» **TASK TO CARRY OUT**: Restate all the lines below word for word, but omit the pictures.

» **RECORD SET**:
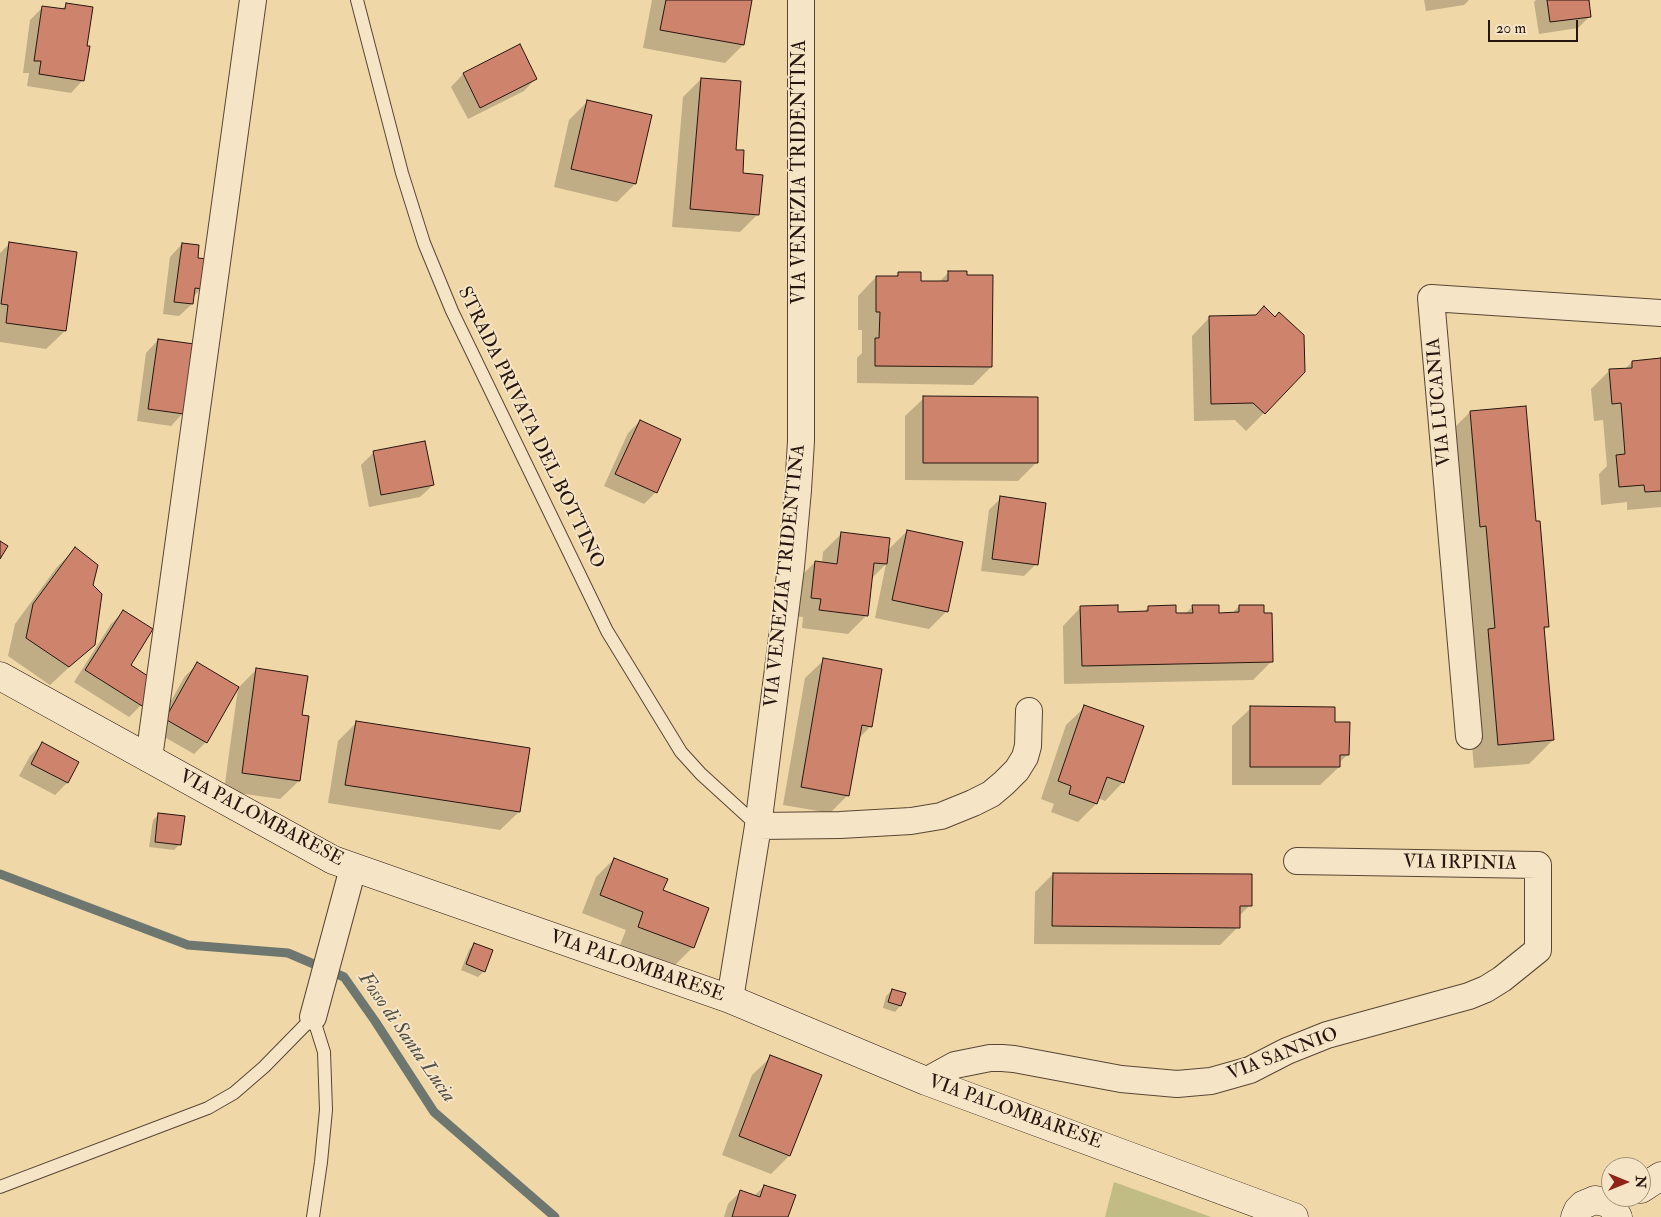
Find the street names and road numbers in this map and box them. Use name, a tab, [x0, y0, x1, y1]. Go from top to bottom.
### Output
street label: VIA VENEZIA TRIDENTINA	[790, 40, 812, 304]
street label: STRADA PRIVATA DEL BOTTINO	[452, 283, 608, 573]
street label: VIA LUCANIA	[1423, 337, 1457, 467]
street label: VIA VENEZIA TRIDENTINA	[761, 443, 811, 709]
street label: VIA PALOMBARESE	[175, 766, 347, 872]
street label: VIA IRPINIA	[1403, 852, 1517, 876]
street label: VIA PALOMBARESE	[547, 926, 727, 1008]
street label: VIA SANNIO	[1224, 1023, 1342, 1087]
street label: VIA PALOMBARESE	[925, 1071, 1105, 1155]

» **TASK ANSWER**:
Find the street names and road numbers in this map and box them. Use name, a tab, [x0, y0, x1, y1]. Go from top to bottom.
### Output
street label: VIA VENEZIA TRIDENTINA	[790, 40, 812, 304]
street label: STRADA PRIVATA DEL BOTTINO	[452, 283, 608, 573]
street label: VIA LUCANIA	[1423, 337, 1457, 467]
street label: VIA VENEZIA TRIDENTINA	[761, 443, 811, 709]
street label: VIA PALOMBARESE	[175, 766, 347, 872]
street label: VIA IRPINIA	[1403, 852, 1517, 876]
street label: VIA PALOMBARESE	[547, 926, 727, 1008]
street label: VIA SANNIO	[1224, 1023, 1342, 1087]
street label: VIA PALOMBARESE	[925, 1071, 1105, 1155]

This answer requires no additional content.